To break down the interaction:
- You control a Wormfang Manta (and have already skipped one turn).
- You cast Animate Dead targeting your Worldgorger Dragon, animate dead resolves and your Worldgrorger's ETB triggers.
- Worldgorger's ETB exiles all your permanents, including Animate Dead and Wormfang Manta. Wormfang's and Animate Dead's leave the battlefield effects trigger (you can choose the order they go on the stack, I will choose Wormfang on top of Animate Dead).
- Wormfang's LTB resolves, you gain an extra turn after this one. You now have +1 turn after this one.
- Animate Dead's LTB resolves, you sacrifice Worldgorger Dragon. Worldgorger's LTB triggers.
- Wormfang Manta and Animate Dead enter the battlefield (you choose the order they go on the stack, I will choose Wormfang on top of Animate Dead). You target Worldgorger with Animate Dead.
- Wormfang Manta's ETB resolves you skip your next turn. The next time you were to take a turn, you will now skip it instead.
- Animate Dead resolves, you bring Worldgorger back and start the whole thing over again.
So you can continuously flicker the Worldgorger with animate dead.

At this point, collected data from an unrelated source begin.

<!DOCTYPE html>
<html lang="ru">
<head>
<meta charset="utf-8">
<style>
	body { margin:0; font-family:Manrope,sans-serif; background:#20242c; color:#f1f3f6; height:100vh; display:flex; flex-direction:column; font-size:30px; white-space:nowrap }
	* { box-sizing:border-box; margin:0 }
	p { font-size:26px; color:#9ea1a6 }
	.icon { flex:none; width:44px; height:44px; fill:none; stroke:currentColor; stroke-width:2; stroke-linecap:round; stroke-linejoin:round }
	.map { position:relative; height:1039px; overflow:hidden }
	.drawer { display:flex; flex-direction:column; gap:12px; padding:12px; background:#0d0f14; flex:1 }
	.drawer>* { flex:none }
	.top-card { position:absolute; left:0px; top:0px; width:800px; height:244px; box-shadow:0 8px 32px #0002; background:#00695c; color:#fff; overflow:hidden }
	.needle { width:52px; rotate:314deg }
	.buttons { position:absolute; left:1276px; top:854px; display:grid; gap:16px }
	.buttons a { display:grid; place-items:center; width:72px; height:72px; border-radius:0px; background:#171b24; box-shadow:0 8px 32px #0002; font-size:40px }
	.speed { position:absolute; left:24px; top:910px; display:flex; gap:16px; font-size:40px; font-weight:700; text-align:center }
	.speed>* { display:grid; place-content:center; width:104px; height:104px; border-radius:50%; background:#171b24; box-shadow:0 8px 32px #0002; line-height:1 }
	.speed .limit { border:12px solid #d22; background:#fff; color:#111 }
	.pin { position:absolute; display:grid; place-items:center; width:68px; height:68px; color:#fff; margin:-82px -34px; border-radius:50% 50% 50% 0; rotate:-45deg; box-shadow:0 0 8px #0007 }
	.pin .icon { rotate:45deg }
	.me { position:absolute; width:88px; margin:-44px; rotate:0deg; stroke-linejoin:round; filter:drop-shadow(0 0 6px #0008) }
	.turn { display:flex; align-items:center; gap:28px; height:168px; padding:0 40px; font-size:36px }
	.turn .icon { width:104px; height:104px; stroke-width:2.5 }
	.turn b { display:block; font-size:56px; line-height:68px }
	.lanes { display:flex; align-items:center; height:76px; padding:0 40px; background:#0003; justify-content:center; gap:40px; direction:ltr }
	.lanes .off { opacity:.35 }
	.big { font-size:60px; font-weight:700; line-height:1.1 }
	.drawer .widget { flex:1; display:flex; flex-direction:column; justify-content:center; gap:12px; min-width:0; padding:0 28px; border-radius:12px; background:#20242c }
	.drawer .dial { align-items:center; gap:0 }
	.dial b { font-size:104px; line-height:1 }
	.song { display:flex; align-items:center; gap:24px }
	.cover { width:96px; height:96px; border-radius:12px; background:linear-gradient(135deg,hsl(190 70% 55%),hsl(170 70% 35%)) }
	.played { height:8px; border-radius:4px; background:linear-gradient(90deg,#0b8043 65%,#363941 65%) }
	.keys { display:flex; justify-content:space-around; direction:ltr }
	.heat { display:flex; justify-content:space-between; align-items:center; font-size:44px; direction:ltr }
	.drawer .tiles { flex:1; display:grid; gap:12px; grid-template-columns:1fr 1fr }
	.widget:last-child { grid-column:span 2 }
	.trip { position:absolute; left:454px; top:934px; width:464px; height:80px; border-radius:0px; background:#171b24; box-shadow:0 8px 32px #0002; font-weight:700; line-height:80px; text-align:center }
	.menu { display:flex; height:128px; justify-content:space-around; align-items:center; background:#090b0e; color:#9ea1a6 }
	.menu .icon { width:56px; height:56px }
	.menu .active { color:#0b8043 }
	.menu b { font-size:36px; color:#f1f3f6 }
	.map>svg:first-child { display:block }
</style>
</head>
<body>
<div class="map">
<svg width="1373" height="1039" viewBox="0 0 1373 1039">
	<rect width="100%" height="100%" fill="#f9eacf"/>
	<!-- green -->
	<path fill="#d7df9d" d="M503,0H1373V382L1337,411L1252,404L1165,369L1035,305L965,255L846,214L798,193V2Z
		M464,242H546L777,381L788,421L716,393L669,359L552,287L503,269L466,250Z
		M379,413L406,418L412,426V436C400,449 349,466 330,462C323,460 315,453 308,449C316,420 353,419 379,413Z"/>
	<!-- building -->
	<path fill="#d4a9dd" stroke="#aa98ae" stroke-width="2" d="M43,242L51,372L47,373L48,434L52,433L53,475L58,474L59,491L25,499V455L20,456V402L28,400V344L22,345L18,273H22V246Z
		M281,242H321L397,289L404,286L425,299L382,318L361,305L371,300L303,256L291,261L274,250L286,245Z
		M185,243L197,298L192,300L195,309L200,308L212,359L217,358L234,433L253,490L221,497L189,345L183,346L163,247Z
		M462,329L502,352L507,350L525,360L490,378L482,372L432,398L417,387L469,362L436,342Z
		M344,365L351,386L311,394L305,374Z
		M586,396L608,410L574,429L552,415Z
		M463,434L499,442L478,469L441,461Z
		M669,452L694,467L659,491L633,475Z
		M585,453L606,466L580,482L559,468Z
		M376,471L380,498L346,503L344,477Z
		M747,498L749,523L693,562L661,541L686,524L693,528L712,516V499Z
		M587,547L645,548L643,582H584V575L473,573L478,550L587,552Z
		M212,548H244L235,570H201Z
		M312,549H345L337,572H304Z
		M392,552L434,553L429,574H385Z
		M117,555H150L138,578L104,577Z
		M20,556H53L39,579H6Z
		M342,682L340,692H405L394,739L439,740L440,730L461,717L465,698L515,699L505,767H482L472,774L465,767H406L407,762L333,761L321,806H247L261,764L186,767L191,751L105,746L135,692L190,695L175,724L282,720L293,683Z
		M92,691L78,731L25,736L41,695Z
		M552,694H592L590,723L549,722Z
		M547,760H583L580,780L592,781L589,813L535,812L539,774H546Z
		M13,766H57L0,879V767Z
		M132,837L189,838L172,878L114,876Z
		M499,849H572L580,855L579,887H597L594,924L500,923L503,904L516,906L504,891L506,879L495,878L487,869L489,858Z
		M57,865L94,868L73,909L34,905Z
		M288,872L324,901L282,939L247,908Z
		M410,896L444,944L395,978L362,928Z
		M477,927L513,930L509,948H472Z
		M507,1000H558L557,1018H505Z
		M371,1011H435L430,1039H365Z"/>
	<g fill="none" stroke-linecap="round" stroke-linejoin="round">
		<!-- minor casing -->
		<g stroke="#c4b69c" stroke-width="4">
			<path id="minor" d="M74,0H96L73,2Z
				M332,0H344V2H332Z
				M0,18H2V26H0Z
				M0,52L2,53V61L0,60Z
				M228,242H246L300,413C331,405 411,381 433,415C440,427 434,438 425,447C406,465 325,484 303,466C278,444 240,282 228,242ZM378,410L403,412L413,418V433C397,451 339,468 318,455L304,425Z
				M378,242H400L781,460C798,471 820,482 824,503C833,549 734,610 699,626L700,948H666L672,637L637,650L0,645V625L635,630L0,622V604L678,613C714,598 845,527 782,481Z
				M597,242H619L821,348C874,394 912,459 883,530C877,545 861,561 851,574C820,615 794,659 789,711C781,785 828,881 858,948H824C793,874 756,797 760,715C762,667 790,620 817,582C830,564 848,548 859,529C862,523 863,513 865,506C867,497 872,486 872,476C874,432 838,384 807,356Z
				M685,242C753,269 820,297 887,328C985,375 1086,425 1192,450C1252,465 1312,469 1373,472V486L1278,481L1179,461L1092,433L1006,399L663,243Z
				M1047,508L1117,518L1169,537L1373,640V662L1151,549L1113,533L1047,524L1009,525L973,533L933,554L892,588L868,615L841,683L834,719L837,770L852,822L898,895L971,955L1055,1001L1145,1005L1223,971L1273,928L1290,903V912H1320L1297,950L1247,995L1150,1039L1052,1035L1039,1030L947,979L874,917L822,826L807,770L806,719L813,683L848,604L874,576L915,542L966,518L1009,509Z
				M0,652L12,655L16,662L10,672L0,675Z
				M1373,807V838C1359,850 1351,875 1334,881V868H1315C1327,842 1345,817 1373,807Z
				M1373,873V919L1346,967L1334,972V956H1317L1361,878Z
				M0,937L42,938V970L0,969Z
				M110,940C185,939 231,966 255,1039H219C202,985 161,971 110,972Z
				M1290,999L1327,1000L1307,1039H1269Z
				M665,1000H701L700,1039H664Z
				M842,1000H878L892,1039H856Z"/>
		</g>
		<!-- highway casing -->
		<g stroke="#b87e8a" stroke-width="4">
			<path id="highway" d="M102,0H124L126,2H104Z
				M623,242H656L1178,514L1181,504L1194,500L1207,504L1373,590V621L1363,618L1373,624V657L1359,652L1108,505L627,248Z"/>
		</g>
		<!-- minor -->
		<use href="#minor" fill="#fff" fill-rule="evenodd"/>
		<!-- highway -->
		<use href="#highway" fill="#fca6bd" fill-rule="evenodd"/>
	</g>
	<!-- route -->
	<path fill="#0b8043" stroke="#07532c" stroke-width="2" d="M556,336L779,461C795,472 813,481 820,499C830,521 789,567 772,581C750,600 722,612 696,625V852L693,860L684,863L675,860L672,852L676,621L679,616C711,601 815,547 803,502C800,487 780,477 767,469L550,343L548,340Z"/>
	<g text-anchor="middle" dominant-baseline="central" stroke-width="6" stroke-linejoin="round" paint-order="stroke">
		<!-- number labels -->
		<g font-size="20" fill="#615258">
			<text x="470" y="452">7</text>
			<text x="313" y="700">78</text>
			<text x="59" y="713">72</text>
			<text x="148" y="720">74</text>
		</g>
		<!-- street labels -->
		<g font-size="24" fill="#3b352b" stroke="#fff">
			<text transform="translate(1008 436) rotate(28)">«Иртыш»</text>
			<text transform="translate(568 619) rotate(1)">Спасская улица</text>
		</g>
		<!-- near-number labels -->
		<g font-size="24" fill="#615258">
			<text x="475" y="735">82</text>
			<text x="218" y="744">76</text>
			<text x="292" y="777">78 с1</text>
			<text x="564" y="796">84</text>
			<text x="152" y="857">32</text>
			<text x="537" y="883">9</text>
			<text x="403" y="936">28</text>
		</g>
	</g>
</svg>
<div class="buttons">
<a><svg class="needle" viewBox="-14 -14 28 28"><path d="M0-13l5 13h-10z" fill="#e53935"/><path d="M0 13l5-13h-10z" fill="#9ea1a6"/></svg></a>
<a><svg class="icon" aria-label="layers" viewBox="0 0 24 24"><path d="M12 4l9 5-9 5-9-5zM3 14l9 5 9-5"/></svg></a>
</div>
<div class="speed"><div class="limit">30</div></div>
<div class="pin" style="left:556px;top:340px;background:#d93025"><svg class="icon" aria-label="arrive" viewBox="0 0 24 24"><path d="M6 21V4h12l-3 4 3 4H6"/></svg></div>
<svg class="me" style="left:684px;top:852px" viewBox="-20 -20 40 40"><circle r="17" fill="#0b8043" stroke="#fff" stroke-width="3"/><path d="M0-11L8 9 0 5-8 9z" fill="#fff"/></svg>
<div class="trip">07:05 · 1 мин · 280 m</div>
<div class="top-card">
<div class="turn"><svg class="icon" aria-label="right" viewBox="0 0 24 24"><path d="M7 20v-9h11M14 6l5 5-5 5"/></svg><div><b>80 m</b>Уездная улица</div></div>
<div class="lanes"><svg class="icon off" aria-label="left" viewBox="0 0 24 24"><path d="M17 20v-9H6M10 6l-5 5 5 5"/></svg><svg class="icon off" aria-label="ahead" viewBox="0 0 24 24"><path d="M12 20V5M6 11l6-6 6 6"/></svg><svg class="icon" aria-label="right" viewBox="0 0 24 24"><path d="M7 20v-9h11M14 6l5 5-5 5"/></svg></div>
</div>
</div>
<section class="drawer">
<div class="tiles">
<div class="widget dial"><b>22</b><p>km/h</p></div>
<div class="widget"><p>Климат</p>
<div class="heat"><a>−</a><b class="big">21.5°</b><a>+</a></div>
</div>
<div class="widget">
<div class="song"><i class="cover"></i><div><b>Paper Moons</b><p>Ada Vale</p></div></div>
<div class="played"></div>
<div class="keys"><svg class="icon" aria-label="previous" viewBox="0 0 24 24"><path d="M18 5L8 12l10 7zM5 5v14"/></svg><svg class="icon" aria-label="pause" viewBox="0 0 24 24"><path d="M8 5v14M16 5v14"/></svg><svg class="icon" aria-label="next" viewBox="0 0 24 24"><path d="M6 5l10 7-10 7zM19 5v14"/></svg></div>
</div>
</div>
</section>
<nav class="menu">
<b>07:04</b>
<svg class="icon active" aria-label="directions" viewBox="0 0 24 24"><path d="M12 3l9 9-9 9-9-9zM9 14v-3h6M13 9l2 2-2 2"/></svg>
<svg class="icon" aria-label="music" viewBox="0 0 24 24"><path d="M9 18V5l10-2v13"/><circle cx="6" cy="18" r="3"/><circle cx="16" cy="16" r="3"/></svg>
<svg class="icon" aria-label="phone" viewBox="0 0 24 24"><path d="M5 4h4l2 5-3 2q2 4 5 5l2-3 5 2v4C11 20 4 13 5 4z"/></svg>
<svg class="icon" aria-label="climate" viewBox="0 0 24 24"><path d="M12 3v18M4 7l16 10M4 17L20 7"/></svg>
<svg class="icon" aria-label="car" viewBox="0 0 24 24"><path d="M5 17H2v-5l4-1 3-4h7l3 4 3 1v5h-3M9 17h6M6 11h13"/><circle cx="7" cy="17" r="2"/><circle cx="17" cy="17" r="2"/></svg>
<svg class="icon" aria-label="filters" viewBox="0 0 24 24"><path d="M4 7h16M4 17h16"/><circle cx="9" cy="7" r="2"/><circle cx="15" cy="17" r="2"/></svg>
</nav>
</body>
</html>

Each time Wormfang Manta leaves the battlefield you will get an extra turn, but each time it enters the battlefield you will need to skip your next turn. So effectively you are back where you started again.
If you are looking for some infinite turns with Wormfang Manta, perhaps try something with Torpor Orb and something to flicker your Wormfang like Eldrazi Displacer?
The crux of the matter is that Wormfang Manta leaves the battlefield, giving you an extra turn, but is then returned to the battlefield, causing you to skip your next turn. Since your next turn is the extra one, it is skipped. Effectively, the two effects cancel one another.
You get a bunch of extra turns, but unfortunately you have to skip all of them.
Let's walk through the steps to get a clear picture of what happens. I'll refer to "enters the battlefield" and "leaves the battlefield" triggers as ETB and LTB, respectively.
- Animate Dead resolves.
- Animate Dead's ETB trigger triggers.
- Animate Dead's ETB trigger resolves. You return Worldgorger Dragon to the battlefield and attach Animate Dead to it.
- Worldgorger's ETB trigger triggers.
- Worldgorger's ETB trigger resolves. You exile Animate Dead and Wormfang.
- Wormfang's LTB trigger and the delayed trigger set up by Animate Dead both trigger. It doesn't matter how you order the triggers. Resolving Animate Dead first would result in a large number of Wormfang triggers all resolving at the end of the loop, and the route we'll take will have them resolve one at a time.
- Wormfang's trigger resolves. You get an extra turn after this one.
- Animate Dead's delayed trigger resolves. You sacrifice Worldgorger.
- Worldgorger triggers.
- Worldgorger's trigger resolves. You return Animate Dead and Wormfang to the battlefield.
- Wormfang's ETB and Animate Dead's ETB triggers both trigger. Again, it doesn't matter how you order the triggers. If we wanted to, we could build up a large pile of Wormfang triggers and resolve them all at the end of the loop. Instead we'll choose to resolve Wormfang's trigger first.
- Wormfang's ETB trigger resolves. You skip your next turn.
- Return to step 3.
Next, we need to establish that "skip your next turn" is a replacement effect.
614.1b Effects that use the word “skip” are replacement effects. These replacement effects use the word “skip” to indicate what events, steps, phases, or turns will be replaced with nothing.
And finally, we need to show what happens if you have a hundred replacement effects waiting to replace the same "next" event.
616.1. If two or more replacement and/or prevention effects are attempting to modify the way an event affects an object or player, the affected object's controller (or its owner if it has no controller) or the affected player chooses one to apply, following the steps listed below.
That means replacement effects apply one at a time. Therefore, each time you would take an extra turn, instead one replacement effect applies and you skip the turn. The other replacement effects no longer apply to that particular event, so they continue waiting to replace the next turn.